Bosch sponsored some of our projects, with a focus on their 12V Max cordless power tools. I’ve been a little slow on the projects (or rather I keep changing my mind about every small detail), but I’ve been working on a lot of different things in the meantime, and those Bosch tools are often front and center.
I already wrote a love note to the Bosch PS32 drill/driver, but Bosch’s 12V-class tools keep impressing me.
For the past few years, I’ve bounced around a lot, when it comes to drill and driver use. Sure, I’d test new tools with spade bits, standard twist drill bits, small fasteners, large fasteners, hole saws, and other standard accessories, to give me a good feeling about how they perform.
But when it comes to project use, I sometimes use my personal tools (Bosch 18V), but most often I pick up another tool that needs a little more natural-use testing.
I’m fitting some cabinets with new drawers. It’s not a terribly big project. I fitted 6 drawers, something came up, and then I did 12 more. I have another 12 to do.
For the undermount drawer slides I’m using, it involves screwing “locking devices” to the drawers, which then clip in to the slides.
I took a “staging” photo for Instagram, because everyone tells me I need to be more active on social media, and then got things done. The Bosch PS32 brushless drill worked perfectly.
I used the Bosch drill for the first 6. I drilled all my holes first, and then drove in the 24 screws for the 12 locking devices. I dialed in the clutch to where I liked it, and everything went smoothly.
The pilot holes require a 2.5mm drill bit (sometimes I use 3/32″), and the screws are #6 x 5/8″ self-drilling Spax screws.
Then came the second batch of drawers. The Bosch drill had been moved upstairs, and I had another 12V-class drill nearby. I figured it would work just the same, after all 12V compact and brushless is 12V compact and brushless, right? Wrong.
With that other drill/driver, I over-drove a couple of screws, stripping out the wood a little. Sometimes. Other times, the clutch triggered. I thought it was me, as I realized that I was being too easy on the trigger. The clutch worked as expected when I was heavier on the trigger, working at faster speeds. That’s counter-intuitive. I didn’t want to drive these tiny screws so fast – I needed control more than I did speed. Dialing the clutch to a lower torque setting didn’t help either. There was just that one setting that worked best, but only if I worked fast.
Back to the Bosch for the final few, I sunk the screws to perfect depth, and without stripping out the holes. When I wrapped up and had to hang another wall cabinet, I took a break to retrieve the Bosch drill and impact.
The Bosch simply provided the more satisfying experience, with respect to actually using the tool, and the quality of the work.

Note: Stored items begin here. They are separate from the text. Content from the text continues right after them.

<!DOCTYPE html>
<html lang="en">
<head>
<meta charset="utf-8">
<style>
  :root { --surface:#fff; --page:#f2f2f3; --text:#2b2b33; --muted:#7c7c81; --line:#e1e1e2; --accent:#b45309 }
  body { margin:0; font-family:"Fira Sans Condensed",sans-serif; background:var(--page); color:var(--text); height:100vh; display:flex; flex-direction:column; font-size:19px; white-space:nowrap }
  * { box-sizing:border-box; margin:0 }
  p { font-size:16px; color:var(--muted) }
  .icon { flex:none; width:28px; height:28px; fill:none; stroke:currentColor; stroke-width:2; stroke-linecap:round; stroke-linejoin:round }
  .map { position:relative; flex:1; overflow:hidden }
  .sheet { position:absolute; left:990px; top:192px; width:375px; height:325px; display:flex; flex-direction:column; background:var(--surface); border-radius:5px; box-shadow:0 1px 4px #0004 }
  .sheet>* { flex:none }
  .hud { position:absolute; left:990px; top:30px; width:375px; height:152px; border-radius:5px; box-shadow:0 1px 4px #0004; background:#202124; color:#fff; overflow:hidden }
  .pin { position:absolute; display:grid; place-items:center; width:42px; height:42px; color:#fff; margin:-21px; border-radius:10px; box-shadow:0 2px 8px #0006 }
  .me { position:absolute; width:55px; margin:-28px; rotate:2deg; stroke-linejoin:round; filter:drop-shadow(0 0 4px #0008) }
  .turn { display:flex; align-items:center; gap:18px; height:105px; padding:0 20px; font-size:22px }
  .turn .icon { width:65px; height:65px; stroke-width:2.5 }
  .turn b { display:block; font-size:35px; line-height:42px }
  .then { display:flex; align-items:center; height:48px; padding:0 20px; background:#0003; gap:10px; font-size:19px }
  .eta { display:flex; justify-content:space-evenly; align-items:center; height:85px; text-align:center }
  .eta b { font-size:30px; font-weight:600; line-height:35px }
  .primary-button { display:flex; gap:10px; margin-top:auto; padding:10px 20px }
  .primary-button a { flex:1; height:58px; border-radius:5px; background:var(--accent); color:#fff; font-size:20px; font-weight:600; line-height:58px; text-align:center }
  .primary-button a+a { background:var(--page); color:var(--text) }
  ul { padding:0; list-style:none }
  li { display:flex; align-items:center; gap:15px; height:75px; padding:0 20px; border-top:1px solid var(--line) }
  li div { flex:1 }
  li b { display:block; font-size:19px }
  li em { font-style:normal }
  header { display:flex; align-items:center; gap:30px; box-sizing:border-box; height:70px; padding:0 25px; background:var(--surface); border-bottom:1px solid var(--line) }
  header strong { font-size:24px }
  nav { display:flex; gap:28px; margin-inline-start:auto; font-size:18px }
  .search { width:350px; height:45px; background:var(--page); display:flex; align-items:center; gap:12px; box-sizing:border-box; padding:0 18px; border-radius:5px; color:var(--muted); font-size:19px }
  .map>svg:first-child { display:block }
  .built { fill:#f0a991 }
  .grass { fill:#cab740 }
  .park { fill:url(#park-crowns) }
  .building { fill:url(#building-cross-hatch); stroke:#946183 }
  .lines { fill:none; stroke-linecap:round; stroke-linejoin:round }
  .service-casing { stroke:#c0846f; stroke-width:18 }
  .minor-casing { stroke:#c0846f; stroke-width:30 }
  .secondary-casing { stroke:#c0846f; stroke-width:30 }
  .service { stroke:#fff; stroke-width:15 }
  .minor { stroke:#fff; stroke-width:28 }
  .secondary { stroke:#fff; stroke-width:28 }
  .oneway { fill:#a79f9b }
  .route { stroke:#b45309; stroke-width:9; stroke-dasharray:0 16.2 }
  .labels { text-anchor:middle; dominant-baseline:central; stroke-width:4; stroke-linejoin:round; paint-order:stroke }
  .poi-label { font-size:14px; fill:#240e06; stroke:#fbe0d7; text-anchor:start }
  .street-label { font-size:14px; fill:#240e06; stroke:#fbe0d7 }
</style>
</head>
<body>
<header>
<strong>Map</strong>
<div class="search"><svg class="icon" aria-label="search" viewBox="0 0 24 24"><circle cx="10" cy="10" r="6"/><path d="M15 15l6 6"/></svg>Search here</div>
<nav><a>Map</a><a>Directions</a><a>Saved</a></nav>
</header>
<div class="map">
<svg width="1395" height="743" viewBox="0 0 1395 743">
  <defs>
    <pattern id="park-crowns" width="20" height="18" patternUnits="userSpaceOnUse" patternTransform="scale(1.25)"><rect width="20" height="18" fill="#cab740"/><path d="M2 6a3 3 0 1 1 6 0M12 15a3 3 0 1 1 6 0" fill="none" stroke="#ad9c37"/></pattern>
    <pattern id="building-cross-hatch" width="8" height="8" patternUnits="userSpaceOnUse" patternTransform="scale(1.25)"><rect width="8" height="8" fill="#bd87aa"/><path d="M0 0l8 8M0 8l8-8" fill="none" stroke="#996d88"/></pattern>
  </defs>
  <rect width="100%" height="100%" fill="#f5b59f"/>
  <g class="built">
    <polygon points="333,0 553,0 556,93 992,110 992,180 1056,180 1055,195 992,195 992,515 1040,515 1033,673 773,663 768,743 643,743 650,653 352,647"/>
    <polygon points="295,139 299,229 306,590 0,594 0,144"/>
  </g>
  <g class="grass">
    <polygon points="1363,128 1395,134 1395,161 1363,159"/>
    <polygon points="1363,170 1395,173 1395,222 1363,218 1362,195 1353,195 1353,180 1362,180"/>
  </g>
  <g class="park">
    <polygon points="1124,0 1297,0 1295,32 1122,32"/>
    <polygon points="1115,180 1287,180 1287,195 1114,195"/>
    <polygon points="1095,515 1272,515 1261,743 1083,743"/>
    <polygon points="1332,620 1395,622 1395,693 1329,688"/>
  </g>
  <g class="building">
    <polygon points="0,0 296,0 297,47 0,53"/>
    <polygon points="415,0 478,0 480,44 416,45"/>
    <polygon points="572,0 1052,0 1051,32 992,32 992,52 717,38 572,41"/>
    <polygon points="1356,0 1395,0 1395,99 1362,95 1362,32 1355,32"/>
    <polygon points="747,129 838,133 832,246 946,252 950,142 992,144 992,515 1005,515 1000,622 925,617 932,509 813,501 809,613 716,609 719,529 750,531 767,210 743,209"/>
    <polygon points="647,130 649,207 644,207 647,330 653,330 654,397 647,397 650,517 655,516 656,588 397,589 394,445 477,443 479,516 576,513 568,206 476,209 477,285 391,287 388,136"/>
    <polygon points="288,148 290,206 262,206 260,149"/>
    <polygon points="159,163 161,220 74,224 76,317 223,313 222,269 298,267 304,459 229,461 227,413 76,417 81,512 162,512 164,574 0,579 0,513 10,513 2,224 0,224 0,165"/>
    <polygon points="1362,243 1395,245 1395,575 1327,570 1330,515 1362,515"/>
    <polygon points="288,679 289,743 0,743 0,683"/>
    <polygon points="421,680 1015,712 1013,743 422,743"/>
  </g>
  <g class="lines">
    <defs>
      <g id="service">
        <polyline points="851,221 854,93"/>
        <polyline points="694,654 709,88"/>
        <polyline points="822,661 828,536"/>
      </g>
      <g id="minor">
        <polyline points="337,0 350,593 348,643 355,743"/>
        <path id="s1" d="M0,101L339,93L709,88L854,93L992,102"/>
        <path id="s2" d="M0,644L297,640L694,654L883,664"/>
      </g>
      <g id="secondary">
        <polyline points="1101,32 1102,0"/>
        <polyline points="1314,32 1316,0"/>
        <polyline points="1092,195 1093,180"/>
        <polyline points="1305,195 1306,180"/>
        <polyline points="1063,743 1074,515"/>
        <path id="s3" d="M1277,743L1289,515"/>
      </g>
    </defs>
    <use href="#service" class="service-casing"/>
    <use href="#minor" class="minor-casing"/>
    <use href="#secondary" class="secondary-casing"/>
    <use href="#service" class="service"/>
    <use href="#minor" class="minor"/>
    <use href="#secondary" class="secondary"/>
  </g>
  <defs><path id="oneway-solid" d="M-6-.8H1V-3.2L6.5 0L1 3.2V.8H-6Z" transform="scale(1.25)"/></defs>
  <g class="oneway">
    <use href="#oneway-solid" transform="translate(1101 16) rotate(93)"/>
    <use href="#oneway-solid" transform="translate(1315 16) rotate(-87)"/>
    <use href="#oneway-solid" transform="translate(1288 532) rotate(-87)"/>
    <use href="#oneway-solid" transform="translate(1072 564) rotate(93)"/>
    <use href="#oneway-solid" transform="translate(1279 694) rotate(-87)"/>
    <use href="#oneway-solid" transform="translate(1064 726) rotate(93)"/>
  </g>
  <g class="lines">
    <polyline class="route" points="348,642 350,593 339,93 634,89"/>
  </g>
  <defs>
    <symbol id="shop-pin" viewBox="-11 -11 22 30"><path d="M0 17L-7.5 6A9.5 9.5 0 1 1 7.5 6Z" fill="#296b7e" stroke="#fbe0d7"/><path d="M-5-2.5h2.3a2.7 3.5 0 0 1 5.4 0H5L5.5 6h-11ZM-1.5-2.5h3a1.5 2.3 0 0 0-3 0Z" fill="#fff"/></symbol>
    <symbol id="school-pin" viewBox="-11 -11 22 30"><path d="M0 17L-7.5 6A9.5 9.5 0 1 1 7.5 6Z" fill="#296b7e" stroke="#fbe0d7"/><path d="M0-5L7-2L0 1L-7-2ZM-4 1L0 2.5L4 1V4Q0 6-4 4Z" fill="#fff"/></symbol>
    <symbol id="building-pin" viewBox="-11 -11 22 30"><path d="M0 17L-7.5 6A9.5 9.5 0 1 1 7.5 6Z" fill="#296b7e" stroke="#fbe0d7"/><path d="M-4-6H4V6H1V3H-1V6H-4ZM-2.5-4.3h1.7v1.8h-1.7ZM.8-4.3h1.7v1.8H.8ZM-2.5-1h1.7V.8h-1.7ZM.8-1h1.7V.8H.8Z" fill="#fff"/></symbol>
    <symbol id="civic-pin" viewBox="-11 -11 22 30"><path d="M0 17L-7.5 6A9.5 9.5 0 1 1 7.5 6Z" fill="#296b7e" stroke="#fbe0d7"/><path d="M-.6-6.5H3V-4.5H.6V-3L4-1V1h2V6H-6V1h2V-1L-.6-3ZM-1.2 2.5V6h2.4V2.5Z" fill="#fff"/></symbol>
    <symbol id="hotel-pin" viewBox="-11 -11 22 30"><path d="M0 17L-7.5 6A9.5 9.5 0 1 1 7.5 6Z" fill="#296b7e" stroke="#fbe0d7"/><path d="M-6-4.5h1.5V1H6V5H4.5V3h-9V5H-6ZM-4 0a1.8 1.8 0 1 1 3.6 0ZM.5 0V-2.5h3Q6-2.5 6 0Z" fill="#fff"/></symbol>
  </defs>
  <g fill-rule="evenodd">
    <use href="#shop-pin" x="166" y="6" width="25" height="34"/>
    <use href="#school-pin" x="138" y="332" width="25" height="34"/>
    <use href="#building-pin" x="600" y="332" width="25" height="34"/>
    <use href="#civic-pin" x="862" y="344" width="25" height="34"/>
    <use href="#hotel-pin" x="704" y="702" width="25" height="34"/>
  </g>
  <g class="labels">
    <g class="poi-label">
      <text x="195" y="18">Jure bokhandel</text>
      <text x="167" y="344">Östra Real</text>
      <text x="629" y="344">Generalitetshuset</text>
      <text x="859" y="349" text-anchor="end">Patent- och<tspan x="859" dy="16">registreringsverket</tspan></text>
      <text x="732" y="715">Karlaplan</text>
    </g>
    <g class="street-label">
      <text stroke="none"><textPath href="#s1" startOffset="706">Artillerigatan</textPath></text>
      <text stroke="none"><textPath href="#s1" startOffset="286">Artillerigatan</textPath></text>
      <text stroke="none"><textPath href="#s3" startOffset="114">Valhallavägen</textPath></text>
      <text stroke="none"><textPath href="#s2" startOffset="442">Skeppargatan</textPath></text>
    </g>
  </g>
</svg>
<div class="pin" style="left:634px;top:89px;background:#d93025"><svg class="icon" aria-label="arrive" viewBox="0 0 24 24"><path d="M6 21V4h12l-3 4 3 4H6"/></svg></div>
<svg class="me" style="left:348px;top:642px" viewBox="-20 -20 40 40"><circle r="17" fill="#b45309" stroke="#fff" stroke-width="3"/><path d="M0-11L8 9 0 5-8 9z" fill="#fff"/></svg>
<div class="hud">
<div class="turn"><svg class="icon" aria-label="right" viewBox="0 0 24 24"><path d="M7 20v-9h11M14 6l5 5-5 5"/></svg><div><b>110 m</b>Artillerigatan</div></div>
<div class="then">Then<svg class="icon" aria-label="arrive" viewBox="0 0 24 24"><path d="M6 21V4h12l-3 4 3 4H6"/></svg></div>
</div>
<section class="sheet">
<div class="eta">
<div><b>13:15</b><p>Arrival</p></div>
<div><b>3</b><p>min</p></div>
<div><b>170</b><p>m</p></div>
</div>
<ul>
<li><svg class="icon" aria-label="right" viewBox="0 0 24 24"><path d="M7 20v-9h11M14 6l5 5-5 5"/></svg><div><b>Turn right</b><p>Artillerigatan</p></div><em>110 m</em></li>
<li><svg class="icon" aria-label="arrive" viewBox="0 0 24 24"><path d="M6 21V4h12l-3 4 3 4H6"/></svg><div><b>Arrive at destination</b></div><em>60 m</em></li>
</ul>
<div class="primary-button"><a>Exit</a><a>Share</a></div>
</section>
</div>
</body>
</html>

In some regard, my less than optimal work with the other drill was partly my fault. But it was also the drill a little too… rough?
The Bosch simply had more finesse to it.
As soon as I’m done with the drawer fronts, which tools do you think I’ll use to install them, and then the 40 handle pulls? It’ll either be the Bosch PS32 drill/driver or Flexiclick modular drill system, both provided by Bosch for the sponsored projects. If I didn’t have that Flexiclick, I’d be tempted to pick up a PS22 brushless screwdriver, currently on sale.
Expect to see some more well-deserved praise for these tools – I’ll be spending all afternoon clearing out my workspace to make better progress on a few projects. Just when I thought I knew the drill well, it showed me another way of how good and perfectly tuned it is.
Buy Now(Bosch 12V Max drills and drivers via Amazon)
P.S. Yes, I know – maybe if I had managed to build my Ultimate Bosch 12V compact cordless power tool station already, I wouldn’t have misplaced my PS32 drill and been too lazy to retrieve it.